И всё же — тревога осталась. Одна, тонкая, не уходящая, как не уходит зуд на виске.
Потому что, если третий стал Гримом, то где теперь кончается Грим и начинается третий? Когда Грим думал тускло, помнил с холодным терпением, соглашался редко и веско — это был он, всегда такой, изначальный, рождённый из боли хищник? Или это в нём говорил растворённый, проступал сквозь Грима, как проступает узор сквозь тонкую ткань? Когда он только что не раздавился одиночеством — это его собственная твёрдость, выкованная пустыней, или последний дар того, кто впитался и укрепил его собой, уходя? Грим больше не мог отделить себя от съеденного-не-съеденного, вошедшего без зубов, по своей воле, с миром. Он стал собой плюс кем-то — и шов между «собой» и «кем-то» затёрся так, что не нащупать языком, как не нащупать место выбитого зуба, когда десна заросла.
Кто из нас идёт, — подумал Грим. И не понял, его эта мысль — или того, кого больше не дозваться, потому что тот теперь и есть он. И сама невозможность это понять была ответом более полным, чем любое «я»: тот, кто не может отделить себя от вошедшего в него, уже стал с ним одним, и спрашивать «кто из нас» — всё равно что спрашивать у солёной воды, где в ней соль.
[Утрата: голос «третий»]
Система проступила скупо, как теперь умела, — и Грим вздрогнул, потому что система назвала это утратой. Не «слиянием», не «усилением», не «эволюцией памяти» — утратой, голым, холодным словом, каким называют то, чего не вернуть. Будто она, считавшая мир холоднее всех, видела яснее Грима: что бы ни прибавилось, кого-то не стало. Кого-то, кто был отдельным. Кого-то, с кем можно было не соглашаться, кому можно было сказать «не уходи» и услышать «я не ухожу». Система не льстила Гриму, не звала его выросшим. Она звала его понёсшим утрату — и в этой её прямоте было больше уважения к погасшему третьему, чем во всех словах, которые Грим не нашёл, чтобы проститься.

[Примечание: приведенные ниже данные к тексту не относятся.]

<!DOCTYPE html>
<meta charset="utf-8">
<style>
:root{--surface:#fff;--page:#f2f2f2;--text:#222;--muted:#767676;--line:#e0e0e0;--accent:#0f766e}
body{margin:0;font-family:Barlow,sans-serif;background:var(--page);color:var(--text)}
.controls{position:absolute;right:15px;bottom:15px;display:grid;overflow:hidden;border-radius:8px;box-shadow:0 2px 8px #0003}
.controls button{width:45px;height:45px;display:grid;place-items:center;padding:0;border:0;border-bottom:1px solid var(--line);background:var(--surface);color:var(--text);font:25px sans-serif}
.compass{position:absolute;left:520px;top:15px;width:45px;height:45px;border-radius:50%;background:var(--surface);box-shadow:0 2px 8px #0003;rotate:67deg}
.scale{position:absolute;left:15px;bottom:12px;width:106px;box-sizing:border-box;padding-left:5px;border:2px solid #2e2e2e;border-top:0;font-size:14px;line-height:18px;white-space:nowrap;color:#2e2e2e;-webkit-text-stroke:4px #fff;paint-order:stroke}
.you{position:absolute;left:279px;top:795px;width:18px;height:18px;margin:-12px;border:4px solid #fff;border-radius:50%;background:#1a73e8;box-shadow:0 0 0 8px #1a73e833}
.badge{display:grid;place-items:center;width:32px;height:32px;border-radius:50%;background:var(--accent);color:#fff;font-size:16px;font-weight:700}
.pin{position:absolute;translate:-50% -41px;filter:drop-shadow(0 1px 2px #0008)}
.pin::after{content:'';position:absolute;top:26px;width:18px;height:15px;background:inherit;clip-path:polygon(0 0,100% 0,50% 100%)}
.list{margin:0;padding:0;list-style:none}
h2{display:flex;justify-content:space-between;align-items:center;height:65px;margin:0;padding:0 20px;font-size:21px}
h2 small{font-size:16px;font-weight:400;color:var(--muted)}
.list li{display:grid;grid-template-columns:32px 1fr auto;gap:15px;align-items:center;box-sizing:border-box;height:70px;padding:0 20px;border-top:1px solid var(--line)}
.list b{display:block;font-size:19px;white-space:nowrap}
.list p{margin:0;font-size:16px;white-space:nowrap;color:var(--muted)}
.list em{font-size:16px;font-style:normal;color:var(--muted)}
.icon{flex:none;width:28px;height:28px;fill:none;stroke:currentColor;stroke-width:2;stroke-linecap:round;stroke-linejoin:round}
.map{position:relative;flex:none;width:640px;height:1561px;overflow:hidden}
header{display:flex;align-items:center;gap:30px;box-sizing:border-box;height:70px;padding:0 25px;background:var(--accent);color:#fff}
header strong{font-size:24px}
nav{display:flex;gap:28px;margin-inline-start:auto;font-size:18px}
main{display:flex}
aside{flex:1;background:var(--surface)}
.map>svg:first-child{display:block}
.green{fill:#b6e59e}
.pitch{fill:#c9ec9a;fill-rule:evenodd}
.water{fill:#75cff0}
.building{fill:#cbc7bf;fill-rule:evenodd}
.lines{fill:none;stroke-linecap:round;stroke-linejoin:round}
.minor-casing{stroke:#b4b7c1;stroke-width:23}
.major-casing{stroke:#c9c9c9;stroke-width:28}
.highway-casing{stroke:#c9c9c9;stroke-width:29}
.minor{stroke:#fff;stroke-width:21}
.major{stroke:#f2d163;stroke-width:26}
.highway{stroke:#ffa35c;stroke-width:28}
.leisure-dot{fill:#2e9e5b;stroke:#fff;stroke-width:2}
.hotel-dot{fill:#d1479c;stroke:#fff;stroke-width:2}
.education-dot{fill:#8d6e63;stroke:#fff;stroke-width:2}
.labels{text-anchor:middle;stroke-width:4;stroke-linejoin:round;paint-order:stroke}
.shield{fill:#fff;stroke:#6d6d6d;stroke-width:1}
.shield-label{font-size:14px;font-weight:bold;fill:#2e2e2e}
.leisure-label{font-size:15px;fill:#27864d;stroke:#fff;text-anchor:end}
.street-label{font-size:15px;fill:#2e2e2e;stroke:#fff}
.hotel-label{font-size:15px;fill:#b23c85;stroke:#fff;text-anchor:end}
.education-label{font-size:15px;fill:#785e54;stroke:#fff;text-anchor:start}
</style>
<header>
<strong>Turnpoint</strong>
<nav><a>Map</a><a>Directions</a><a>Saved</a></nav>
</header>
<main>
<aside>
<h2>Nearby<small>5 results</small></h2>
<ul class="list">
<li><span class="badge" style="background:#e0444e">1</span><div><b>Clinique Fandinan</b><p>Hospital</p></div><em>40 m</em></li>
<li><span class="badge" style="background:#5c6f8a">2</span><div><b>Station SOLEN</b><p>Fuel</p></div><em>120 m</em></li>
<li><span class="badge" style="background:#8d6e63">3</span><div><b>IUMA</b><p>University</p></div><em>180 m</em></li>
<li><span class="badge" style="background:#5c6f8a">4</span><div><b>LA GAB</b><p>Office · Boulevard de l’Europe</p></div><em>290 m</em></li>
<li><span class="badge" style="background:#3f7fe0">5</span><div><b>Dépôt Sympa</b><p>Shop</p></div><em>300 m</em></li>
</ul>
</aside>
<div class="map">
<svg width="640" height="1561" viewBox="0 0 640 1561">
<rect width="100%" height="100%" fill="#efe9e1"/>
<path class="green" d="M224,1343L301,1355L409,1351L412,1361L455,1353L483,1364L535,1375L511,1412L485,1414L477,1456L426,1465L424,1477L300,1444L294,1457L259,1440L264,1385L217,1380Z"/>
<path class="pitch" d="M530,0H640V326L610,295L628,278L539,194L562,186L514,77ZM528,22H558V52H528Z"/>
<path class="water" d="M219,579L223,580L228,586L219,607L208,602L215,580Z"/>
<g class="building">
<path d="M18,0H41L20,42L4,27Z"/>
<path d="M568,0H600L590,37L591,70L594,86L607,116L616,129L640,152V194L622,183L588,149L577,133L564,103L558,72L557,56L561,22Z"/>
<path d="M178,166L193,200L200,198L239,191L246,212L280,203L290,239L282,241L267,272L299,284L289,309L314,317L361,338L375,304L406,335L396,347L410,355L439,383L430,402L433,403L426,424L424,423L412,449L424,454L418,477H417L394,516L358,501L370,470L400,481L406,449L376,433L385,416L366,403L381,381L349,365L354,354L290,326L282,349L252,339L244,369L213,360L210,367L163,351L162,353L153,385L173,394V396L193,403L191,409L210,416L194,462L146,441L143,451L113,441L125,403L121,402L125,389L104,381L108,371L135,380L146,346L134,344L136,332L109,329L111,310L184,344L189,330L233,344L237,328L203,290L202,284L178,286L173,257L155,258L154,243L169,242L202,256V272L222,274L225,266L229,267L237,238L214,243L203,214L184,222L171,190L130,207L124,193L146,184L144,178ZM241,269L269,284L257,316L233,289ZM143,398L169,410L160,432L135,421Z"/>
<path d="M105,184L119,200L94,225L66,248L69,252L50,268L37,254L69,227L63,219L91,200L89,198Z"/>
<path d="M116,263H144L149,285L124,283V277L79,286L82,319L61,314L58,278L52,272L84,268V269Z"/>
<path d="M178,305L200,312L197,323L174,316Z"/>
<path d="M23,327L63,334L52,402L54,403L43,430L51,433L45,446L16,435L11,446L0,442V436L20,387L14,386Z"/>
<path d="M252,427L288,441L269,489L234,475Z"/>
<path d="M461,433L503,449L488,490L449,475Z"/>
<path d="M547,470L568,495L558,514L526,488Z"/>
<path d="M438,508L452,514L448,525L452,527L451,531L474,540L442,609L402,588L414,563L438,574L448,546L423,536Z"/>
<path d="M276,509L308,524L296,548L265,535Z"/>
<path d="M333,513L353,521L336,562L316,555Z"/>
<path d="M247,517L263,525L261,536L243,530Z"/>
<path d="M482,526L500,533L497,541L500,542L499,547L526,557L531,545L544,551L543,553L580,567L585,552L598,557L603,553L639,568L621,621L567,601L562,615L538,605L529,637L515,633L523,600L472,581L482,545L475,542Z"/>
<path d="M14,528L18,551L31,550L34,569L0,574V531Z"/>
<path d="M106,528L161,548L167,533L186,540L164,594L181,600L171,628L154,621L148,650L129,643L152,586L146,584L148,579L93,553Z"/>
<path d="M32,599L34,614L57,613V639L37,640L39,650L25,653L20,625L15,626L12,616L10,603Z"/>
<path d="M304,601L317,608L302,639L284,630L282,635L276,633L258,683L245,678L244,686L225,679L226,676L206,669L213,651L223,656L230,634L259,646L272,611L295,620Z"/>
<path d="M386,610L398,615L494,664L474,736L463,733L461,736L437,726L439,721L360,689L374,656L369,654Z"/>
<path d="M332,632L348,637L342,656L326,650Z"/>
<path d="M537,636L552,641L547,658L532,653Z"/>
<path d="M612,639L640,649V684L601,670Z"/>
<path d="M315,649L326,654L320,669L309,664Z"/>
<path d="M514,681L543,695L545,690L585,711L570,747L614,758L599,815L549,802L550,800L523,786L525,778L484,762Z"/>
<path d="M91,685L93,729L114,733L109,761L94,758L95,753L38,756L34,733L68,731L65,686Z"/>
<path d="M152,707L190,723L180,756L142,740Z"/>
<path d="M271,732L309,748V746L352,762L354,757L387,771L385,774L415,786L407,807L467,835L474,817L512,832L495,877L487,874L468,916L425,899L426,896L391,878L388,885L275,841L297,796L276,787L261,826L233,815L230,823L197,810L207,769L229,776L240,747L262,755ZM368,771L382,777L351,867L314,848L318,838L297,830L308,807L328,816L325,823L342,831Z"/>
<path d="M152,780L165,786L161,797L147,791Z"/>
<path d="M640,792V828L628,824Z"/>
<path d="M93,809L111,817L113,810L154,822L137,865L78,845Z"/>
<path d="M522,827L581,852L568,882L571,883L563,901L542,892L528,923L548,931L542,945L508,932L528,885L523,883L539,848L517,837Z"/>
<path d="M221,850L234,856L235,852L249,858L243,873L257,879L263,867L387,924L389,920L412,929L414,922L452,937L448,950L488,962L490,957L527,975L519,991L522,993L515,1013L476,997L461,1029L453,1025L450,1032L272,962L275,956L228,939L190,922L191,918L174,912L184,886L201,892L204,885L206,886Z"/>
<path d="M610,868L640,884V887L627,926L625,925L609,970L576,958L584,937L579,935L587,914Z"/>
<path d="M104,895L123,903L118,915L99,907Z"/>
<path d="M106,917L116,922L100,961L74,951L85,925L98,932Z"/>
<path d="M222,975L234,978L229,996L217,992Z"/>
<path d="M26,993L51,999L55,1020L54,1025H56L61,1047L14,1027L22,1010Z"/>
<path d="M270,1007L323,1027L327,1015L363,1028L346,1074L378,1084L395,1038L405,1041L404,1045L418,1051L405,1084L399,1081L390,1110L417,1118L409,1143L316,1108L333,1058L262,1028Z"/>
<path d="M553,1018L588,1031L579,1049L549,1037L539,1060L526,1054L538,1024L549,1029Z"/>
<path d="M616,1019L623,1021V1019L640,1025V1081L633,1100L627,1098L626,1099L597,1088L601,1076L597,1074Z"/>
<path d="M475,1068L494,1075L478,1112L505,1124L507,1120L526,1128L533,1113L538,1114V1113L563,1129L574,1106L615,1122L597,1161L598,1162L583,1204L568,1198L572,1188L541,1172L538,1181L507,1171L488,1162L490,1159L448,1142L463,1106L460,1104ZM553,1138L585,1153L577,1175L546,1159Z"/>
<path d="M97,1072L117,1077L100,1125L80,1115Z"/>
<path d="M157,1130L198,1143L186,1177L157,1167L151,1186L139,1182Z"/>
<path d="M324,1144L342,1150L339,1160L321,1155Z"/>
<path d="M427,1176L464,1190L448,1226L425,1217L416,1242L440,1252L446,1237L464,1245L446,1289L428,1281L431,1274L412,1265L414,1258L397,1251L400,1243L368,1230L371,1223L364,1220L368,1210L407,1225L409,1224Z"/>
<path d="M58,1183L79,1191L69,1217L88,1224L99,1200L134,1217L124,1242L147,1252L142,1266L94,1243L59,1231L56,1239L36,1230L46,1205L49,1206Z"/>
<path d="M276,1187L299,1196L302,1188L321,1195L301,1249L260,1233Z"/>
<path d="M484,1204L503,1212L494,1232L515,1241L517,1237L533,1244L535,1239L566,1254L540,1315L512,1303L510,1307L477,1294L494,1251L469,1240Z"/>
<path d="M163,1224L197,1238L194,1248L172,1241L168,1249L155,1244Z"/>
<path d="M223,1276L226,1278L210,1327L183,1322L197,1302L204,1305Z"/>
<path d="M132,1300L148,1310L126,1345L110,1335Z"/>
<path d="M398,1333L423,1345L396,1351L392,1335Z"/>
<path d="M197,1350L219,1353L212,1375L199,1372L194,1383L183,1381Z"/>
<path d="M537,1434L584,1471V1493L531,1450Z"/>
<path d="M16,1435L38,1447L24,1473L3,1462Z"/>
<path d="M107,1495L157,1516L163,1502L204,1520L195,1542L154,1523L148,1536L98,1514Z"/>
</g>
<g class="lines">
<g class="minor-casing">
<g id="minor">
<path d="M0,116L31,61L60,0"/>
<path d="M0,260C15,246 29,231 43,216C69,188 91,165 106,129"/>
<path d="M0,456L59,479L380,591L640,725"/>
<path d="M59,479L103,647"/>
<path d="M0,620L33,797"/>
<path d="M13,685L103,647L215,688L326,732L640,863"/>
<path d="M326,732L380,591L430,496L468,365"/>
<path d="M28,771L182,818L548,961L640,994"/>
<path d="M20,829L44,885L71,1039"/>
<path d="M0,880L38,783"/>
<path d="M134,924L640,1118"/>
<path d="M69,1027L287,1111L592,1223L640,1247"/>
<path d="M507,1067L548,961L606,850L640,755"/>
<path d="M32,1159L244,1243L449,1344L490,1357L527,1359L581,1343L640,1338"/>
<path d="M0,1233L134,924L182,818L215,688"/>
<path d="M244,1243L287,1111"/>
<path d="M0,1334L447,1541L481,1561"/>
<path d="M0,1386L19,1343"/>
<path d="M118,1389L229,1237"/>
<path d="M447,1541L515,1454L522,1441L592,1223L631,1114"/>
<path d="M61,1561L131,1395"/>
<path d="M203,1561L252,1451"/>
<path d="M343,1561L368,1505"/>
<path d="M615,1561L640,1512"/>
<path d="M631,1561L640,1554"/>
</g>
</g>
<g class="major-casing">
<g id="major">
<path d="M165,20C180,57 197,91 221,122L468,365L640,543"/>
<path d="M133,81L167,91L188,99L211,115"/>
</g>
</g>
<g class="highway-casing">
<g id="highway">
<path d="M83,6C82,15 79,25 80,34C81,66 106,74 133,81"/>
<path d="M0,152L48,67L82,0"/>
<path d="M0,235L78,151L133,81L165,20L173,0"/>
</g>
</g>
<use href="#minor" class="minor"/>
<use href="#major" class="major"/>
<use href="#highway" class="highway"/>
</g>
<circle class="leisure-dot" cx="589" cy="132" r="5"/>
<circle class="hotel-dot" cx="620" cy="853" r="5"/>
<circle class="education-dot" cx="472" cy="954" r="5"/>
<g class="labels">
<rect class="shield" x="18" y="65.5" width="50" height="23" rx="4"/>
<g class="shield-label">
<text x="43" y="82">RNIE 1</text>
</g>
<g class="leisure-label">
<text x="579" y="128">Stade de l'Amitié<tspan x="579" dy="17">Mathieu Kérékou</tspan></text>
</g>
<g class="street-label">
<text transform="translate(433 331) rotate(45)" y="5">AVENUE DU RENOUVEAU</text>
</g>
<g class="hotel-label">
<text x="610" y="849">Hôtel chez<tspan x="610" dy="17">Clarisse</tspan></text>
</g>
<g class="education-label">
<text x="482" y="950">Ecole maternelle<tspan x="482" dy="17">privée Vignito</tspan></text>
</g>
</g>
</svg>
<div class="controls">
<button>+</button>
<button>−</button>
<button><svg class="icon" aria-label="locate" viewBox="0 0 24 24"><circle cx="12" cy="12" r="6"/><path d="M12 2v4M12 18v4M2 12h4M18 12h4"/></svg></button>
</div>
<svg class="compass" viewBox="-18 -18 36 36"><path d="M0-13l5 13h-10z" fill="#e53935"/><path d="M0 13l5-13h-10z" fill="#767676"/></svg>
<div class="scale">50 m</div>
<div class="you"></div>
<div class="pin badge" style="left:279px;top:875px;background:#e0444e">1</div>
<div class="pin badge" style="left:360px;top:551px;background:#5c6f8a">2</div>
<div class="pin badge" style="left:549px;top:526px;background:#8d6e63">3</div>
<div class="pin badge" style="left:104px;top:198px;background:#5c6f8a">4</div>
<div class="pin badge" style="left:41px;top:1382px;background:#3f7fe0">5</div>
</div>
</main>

[Носитель памяти: пользователь]
И — после паузы, будто система сама примеряла непривычное, будто и ей надо было привыкнуть к тому, чем стал тот, кого она вела:
[Единственный]
Скобки погасли.
Грим стоял один — по-настоящему, окончательно, полнее, чем стоял когда-либо, — и нёс теперь сам всё, что прежде нёс за него тусклый голос. Память срослась. Костыль убрали. Срослась ли нога — покажет дорога, и только дорога, потому что иначе не проверить: либо пойдёшь и не упадёшь, либо упадёшь и узнаешь, что не срослось, но узнавать это будет уже некому объяснить.
Он сделал шаг.
И не услышал внутри ни одобрения, ни возражения — только ровную полноту самого себя, в которой где-то, неотделимо, навсегда, тускло теплилось то, что было третьим, и чего Грим уже не смог бы назвать по имени, даже если бы захотел. Оно не отзывалось. Но оно держало — изнутри, вросшей опорой, а не прислонённой подпоркой, как и обещало, уходя.
Он пошёл в сторону.
Один — и впервые не делённый надвое. Целый — и впервые не уверенный, из кого этот целый составлен. И эта неуверенность, понял Грим, шагая по гладкой кости старого песка, останется с ним теперь надолго, может быть, навсегда: тревога не острая, не та, что гонит, а тихая, фоновая, как зуд на виске, как свет луны, как сама пустыня. Тревога того, кто не знает до конца, кто он, — и идёт всё равно, потому что идти больше некому, кроме того, кем он оказался.